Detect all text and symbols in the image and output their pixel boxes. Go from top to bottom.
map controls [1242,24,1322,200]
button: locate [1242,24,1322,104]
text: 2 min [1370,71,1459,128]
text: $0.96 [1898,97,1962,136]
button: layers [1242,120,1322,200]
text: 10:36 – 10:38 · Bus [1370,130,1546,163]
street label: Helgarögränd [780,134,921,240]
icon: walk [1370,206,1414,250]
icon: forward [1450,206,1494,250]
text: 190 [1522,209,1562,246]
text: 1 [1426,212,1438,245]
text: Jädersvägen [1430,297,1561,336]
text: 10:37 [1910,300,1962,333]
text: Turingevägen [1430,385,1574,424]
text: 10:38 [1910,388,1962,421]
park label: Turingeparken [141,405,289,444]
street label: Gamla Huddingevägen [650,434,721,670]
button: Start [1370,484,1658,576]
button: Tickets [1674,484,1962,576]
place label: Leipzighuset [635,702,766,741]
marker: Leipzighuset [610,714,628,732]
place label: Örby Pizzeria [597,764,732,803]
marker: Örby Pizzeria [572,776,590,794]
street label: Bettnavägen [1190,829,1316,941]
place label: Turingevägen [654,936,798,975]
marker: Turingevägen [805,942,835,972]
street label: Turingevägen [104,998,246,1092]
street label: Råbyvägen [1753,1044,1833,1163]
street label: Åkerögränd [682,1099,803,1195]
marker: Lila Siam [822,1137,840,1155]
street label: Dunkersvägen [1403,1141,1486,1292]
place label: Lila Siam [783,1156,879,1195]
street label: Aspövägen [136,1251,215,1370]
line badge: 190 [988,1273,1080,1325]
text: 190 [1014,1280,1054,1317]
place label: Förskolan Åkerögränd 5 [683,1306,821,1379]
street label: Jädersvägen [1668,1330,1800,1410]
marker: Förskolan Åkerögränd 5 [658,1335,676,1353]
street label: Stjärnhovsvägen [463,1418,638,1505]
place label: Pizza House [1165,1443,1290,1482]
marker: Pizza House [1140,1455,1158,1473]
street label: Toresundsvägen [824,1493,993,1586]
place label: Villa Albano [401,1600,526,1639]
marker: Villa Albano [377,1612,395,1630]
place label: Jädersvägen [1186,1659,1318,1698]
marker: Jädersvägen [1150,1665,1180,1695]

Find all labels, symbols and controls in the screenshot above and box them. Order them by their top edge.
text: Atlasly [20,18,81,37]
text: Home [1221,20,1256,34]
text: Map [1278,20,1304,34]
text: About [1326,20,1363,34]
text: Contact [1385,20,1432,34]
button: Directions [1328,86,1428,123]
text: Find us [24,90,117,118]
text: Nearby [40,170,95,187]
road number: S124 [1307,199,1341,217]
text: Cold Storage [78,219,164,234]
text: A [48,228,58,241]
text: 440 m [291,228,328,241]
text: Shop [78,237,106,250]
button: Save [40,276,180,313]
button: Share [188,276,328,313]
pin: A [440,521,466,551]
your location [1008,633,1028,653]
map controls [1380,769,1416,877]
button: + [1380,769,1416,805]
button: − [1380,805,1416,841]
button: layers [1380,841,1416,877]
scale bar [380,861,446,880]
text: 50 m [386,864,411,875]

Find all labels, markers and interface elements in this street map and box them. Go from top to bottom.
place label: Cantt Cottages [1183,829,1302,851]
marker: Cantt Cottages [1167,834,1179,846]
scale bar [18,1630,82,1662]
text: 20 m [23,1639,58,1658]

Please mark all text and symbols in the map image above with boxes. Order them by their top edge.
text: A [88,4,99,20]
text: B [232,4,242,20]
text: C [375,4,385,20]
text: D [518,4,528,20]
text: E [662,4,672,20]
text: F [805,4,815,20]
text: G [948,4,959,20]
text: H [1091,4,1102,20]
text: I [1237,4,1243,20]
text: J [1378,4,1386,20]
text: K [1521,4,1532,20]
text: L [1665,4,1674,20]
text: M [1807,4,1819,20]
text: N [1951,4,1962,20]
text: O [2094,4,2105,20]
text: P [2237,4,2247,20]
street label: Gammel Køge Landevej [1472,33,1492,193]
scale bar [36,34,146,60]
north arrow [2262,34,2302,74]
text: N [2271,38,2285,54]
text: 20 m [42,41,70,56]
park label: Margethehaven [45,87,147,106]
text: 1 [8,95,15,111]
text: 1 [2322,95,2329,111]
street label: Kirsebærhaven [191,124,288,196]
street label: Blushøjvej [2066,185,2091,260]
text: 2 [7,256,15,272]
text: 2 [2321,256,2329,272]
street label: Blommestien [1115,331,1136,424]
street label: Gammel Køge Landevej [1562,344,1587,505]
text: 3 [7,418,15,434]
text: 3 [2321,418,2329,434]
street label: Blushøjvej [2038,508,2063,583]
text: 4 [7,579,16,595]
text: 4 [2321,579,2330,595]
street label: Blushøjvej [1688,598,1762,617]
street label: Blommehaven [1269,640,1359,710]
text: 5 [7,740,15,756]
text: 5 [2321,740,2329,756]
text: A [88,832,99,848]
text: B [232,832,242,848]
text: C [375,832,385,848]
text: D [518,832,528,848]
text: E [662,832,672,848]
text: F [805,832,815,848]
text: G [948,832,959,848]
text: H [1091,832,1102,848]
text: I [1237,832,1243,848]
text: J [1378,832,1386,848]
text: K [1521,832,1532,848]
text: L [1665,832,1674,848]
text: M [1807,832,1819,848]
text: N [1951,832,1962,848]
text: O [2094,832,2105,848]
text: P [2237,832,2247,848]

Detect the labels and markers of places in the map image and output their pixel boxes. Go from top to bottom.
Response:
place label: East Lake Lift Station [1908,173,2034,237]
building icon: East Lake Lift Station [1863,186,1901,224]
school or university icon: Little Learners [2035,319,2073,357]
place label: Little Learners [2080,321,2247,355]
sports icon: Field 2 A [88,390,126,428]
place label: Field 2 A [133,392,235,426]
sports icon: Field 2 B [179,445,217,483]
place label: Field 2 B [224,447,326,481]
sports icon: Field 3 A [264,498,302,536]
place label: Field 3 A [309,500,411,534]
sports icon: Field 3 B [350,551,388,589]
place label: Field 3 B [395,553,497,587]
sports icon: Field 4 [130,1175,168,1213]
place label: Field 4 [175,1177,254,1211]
---
*WHAT TO DO:* This exercise calls for every record to be restated word for word.

*WORKED SOLUTION:*
Detect all text and symbols in the image and output their pixel boxes. Go from top to bottom.
map controls [1242,24,1322,200]
button: locate [1242,24,1322,104]
text: 2 min [1370,71,1459,128]
text: $0.96 [1898,97,1962,136]
button: layers [1242,120,1322,200]
text: 10:36 – 10:38 · Bus [1370,130,1546,163]
street label: Helgarögränd [780,134,921,240]
icon: walk [1370,206,1414,250]
icon: forward [1450,206,1494,250]
text: 190 [1522,209,1562,246]
text: 1 [1426,212,1438,245]
text: Jädersvägen [1430,297,1561,336]
text: 10:37 [1910,300,1962,333]
text: Turingevägen [1430,385,1574,424]
text: 10:38 [1910,388,1962,421]
park label: Turingeparken [141,405,289,444]
street label: Gamla Huddingevägen [650,434,721,670]
button: Start [1370,484,1658,576]
button: Tickets [1674,484,1962,576]
place label: Leipzighuset [635,702,766,741]
marker: Leipzighuset [610,714,628,732]
place label: Örby Pizzeria [597,764,732,803]
marker: Örby Pizzeria [572,776,590,794]
street label: Bettnavägen [1190,829,1316,941]
place label: Turingevägen [654,936,798,975]
marker: Turingevägen [805,942,835,972]
street label: Turingevägen [104,998,246,1092]
street label: Råbyvägen [1753,1044,1833,1163]
street label: Åkerögränd [682,1099,803,1195]
marker: Lila Siam [822,1137,840,1155]
street label: Dunkersvägen [1403,1141,1486,1292]
place label: Lila Siam [783,1156,879,1195]
street label: Aspövägen [136,1251,215,1370]
line badge: 190 [988,1273,1080,1325]
text: 190 [1014,1280,1054,1317]
place label: Förskolan Åkerögränd 5 [683,1306,821,1379]
street label: Jädersvägen [1668,1330,1800,1410]
marker: Förskolan Åkerögränd 5 [658,1335,676,1353]
street label: Stjärnhovsvägen [463,1418,638,1505]
place label: Pizza House [1165,1443,1290,1482]
marker: Pizza House [1140,1455,1158,1473]
street label: Toresundsvägen [824,1493,993,1586]
place label: Villa Albano [401,1600,526,1639]
marker: Villa Albano [377,1612,395,1630]
place label: Jädersvägen [1186,1659,1318,1698]
marker: Jädersvägen [1150,1665,1180,1695]

Find all labels, symbols and controls in the screenshot above and box them. Order them by their top edge.
text: Atlasly [20,18,81,37]
text: Home [1221,20,1256,34]
text: Map [1278,20,1304,34]
text: About [1326,20,1363,34]
text: Contact [1385,20,1432,34]
button: Directions [1328,86,1428,123]
text: Find us [24,90,117,118]
text: Nearby [40,170,95,187]
road number: S124 [1307,199,1341,217]
text: Cold Storage [78,219,164,234]
text: A [48,228,58,241]
text: 440 m [291,228,328,241]
text: Shop [78,237,106,250]
button: Save [40,276,180,313]
button: Share [188,276,328,313]
pin: A [440,521,466,551]
your location [1008,633,1028,653]
map controls [1380,769,1416,877]
button: + [1380,769,1416,805]
button: − [1380,805,1416,841]
button: layers [1380,841,1416,877]
scale bar [380,861,446,880]
text: 50 m [386,864,411,875]

Find all labels, markers and interface elements in this street map and box them. Go from top to bottom.
place label: Cantt Cottages [1183,829,1302,851]
marker: Cantt Cottages [1167,834,1179,846]
scale bar [18,1630,82,1662]
text: 20 m [23,1639,58,1658]

Please mark all text and symbols in the map image above with boxes. Order them by their top edge.
text: A [88,4,99,20]
text: B [232,4,242,20]
text: C [375,4,385,20]
text: D [518,4,528,20]
text: E [662,4,672,20]
text: F [805,4,815,20]
text: G [948,4,959,20]
text: H [1091,4,1102,20]
text: I [1237,4,1243,20]
text: J [1378,4,1386,20]
text: K [1521,4,1532,20]
text: L [1665,4,1674,20]
text: M [1807,4,1819,20]
text: N [1951,4,1962,20]
text: O [2094,4,2105,20]
text: P [2237,4,2247,20]
street label: Gammel Køge Landevej [1472,33,1492,193]
scale bar [36,34,146,60]
north arrow [2262,34,2302,74]
text: N [2271,38,2285,54]
text: 20 m [42,41,70,56]
park label: Margethehaven [45,87,147,106]
text: 1 [8,95,15,111]
text: 1 [2322,95,2329,111]
street label: Kirsebærhaven [191,124,288,196]
street label: Blushøjvej [2066,185,2091,260]
text: 2 [7,256,15,272]
text: 2 [2321,256,2329,272]
street label: Blommestien [1115,331,1136,424]
street label: Gammel Køge Landevej [1562,344,1587,505]
text: 3 [7,418,15,434]
text: 3 [2321,418,2329,434]
street label: Blushøjvej [2038,508,2063,583]
text: 4 [7,579,16,595]
text: 4 [2321,579,2330,595]
street label: Blushøjvej [1688,598,1762,617]
street label: Blommehaven [1269,640,1359,710]
text: 5 [7,740,15,756]
text: 5 [2321,740,2329,756]
text: A [88,832,99,848]
text: B [232,832,242,848]
text: C [375,832,385,848]
text: D [518,832,528,848]
text: E [662,832,672,848]
text: F [805,832,815,848]
text: G [948,832,959,848]
text: H [1091,832,1102,848]
text: I [1237,832,1243,848]
text: J [1378,832,1386,848]
text: K [1521,832,1532,848]
text: L [1665,832,1674,848]
text: M [1807,832,1819,848]
text: N [1951,832,1962,848]
text: O [2094,832,2105,848]
text: P [2237,832,2247,848]

Detect the labels and markers of places in the map image and output their pixel boxes. Go from top to bottom.
Response:
place label: East Lake Lift Station [1908,173,2034,237]
building icon: East Lake Lift Station [1863,186,1901,224]
school or university icon: Little Learners [2035,319,2073,357]
place label: Little Learners [2080,321,2247,355]
sports icon: Field 2 A [88,390,126,428]
place label: Field 2 A [133,392,235,426]
sports icon: Field 2 B [179,445,217,483]
place label: Field 2 B [224,447,326,481]
sports icon: Field 3 A [264,498,302,536]
place label: Field 3 A [309,500,411,534]
sports icon: Field 3 B [350,551,388,589]
place label: Field 3 B [395,553,497,587]
sports icon: Field 4 [130,1175,168,1213]
place label: Field 4 [175,1177,254,1211]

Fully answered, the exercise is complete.